Balas formulation for the union of polytopes is optimal
Michele Conforti, Marco Di Summa, and Yuri Faenza

TL;DR
This paper proves that Balas's linear mixed-integer formulation for the union of two polytopes is optimal in terms of the number of inequalities and variables, establishing fundamental limits on such formulations.
Contribution
It demonstrates that any polynomial-size formulation for the convex hull of two polytopes must have a number of additional variables linear in the dimension, confirming the optimality of Balas's approach.
Findings
Balas's formulation is proven to be optimal in inequality count.
Any efficient formulation requires a linear number of extra variables.
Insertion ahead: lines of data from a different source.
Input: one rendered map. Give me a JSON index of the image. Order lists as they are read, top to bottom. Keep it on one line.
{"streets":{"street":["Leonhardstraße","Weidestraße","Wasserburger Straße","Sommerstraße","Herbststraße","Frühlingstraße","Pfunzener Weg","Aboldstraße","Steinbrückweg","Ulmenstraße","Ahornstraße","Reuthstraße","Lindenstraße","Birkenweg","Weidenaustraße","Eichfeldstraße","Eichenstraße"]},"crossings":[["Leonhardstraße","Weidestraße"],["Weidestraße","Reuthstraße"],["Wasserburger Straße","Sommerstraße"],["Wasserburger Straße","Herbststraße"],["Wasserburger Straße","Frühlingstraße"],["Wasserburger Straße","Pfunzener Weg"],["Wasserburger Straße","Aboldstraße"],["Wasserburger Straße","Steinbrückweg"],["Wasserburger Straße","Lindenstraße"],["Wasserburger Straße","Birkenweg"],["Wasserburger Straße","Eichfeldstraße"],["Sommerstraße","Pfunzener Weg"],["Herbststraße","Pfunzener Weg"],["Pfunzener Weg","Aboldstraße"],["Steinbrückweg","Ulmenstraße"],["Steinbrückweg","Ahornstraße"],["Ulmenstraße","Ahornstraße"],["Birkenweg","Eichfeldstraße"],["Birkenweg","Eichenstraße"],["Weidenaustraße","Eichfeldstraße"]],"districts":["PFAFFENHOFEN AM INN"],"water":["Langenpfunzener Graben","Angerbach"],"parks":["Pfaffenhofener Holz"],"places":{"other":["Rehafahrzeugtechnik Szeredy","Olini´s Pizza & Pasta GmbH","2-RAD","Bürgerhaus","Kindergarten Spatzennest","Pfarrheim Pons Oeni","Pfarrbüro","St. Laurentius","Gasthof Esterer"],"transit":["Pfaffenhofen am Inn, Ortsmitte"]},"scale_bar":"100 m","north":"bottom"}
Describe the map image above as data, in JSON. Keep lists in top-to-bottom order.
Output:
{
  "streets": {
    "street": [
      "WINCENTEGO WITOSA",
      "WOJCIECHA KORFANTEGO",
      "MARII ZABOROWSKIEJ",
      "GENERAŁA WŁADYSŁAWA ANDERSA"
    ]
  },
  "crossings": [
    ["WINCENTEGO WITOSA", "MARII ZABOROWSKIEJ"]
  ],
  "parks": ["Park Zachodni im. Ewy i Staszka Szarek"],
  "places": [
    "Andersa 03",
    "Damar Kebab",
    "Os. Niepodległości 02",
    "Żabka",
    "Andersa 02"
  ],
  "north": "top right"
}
Results extend to approximation and lift-and-project settings.
Abstract
A celebrated theorem of Balas gives a linear mixed-integer formulation for the union of two nonempty polytopes whose relaxation gives the convex hull of this union. The number of inequalities in Balas formulation is linear in the number of inequalities that describe the two polytopes and the number of variables is doubled. In this paper we show that this is best possible: in every dimension there exist two nonempty polytopes such that if a formulation for the convex hull of their union has a number of inequalities that is polynomial in the number of inequalities that describe the two polytopes, then the number of additional variables is at least linear in the dimension of the polytopes. We then show that this result essentially carries over if one wants to approximate the convex hull of the union of two polytopes and also in the more restrictive setting of lift-and-project.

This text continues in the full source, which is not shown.